*** Opening of Dataset records ***

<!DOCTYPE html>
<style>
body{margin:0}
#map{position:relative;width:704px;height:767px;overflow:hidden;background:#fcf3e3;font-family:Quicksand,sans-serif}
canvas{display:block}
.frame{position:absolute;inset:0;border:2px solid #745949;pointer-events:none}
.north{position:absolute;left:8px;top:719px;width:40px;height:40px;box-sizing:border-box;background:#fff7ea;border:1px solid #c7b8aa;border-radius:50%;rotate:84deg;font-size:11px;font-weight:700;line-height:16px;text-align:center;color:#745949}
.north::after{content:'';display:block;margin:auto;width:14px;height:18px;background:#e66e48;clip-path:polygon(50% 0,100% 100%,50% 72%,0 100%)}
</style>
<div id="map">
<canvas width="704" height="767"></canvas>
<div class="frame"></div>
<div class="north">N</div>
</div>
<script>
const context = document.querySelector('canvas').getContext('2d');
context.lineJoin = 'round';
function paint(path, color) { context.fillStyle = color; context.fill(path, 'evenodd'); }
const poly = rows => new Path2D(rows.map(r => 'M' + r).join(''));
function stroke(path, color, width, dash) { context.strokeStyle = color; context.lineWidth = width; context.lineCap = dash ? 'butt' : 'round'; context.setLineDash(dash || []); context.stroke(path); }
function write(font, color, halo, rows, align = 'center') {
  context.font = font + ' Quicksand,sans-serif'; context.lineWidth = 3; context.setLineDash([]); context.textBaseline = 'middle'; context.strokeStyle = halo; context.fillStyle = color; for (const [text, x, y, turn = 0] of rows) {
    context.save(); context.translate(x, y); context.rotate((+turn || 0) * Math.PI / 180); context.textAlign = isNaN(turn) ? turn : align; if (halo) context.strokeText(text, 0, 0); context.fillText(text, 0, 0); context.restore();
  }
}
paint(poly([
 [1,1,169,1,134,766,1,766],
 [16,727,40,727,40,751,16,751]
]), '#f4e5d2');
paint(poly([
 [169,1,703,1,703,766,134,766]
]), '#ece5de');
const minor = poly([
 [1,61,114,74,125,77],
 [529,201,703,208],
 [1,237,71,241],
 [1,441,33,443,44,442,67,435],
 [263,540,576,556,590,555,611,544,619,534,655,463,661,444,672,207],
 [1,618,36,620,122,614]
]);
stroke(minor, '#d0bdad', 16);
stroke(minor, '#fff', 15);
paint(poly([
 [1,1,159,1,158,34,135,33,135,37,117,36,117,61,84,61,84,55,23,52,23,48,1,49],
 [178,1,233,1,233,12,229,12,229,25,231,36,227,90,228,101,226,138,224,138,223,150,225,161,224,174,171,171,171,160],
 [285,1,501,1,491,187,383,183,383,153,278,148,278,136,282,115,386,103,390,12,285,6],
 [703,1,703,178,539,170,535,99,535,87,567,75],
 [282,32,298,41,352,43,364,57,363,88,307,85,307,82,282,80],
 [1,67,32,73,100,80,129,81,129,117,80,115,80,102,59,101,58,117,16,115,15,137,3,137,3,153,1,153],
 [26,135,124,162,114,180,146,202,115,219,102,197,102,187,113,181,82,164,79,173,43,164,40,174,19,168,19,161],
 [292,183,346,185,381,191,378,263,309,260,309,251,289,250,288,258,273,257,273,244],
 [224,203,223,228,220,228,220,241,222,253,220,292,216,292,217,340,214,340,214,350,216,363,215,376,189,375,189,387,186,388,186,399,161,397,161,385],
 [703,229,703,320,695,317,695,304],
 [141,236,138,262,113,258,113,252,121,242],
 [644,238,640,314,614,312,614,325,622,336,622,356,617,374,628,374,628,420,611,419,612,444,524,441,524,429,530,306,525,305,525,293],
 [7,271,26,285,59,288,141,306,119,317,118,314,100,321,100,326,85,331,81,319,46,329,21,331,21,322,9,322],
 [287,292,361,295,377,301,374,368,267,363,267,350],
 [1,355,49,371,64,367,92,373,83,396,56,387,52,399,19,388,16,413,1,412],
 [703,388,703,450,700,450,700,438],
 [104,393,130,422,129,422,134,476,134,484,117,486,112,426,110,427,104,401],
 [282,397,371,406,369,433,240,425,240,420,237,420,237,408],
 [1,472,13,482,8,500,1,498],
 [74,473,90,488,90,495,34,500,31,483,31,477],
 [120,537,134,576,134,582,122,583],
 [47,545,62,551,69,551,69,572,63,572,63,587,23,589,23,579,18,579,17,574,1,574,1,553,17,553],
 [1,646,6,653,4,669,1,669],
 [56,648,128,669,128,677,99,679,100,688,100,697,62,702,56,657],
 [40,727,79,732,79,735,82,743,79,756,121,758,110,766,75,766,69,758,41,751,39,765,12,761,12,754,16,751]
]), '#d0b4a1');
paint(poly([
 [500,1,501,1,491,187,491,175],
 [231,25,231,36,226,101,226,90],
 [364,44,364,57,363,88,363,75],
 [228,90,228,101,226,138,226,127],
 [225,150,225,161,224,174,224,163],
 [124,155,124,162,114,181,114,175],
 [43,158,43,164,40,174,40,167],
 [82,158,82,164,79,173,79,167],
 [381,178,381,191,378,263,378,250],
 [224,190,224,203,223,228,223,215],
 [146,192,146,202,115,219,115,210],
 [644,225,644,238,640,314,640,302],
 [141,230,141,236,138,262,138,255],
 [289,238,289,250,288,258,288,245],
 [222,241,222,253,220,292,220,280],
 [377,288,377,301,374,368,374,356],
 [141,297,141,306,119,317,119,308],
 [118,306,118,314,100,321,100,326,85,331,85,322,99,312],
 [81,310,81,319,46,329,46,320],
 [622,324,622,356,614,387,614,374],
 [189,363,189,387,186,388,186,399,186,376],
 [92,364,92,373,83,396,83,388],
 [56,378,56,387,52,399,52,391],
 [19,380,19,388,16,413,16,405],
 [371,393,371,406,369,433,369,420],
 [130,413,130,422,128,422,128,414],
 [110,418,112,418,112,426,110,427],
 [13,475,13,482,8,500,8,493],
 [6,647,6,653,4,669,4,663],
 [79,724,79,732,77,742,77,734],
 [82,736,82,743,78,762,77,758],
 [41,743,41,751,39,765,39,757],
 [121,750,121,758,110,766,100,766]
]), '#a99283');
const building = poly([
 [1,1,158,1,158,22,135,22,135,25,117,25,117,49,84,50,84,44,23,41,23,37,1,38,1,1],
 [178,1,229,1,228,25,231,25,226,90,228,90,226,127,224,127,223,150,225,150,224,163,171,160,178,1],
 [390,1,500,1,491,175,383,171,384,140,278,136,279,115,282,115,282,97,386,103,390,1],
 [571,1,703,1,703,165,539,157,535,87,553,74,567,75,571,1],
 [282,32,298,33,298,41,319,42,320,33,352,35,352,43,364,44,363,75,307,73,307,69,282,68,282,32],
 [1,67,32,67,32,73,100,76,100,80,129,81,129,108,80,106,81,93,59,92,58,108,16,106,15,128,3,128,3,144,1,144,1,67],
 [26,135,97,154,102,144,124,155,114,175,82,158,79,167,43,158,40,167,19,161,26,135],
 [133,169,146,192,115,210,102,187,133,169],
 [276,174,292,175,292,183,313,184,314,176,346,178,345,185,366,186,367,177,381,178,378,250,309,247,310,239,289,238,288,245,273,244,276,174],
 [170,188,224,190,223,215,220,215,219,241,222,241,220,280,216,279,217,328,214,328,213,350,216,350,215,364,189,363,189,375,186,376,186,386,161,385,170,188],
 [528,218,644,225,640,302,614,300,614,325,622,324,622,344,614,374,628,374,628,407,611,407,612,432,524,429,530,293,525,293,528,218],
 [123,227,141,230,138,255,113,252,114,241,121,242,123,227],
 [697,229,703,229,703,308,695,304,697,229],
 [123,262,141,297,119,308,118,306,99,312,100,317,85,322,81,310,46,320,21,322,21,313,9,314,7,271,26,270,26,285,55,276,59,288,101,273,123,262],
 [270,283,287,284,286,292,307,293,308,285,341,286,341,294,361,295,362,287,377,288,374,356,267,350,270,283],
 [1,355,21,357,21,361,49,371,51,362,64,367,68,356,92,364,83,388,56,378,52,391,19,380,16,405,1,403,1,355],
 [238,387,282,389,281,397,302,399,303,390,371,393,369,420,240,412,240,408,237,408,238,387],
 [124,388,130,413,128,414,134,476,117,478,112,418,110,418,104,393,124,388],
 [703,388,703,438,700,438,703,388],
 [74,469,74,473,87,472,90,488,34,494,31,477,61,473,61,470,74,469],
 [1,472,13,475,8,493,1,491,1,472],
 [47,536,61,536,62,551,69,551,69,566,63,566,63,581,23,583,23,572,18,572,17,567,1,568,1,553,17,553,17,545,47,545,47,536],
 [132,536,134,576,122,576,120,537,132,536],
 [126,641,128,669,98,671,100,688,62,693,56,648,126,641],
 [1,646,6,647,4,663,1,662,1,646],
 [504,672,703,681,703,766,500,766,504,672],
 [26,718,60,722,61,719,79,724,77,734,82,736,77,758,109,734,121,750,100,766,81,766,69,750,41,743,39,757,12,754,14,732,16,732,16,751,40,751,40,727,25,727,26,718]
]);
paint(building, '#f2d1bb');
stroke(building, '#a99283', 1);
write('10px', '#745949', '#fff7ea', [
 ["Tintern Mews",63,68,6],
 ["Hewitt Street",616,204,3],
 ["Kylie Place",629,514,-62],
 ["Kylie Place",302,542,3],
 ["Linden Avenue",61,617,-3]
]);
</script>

*** Close of Dataset records ***

• **Assignment**: The response must consist solely of the number of lines in the listing above that contain "canvas".

• **Solution to this exercise**: 3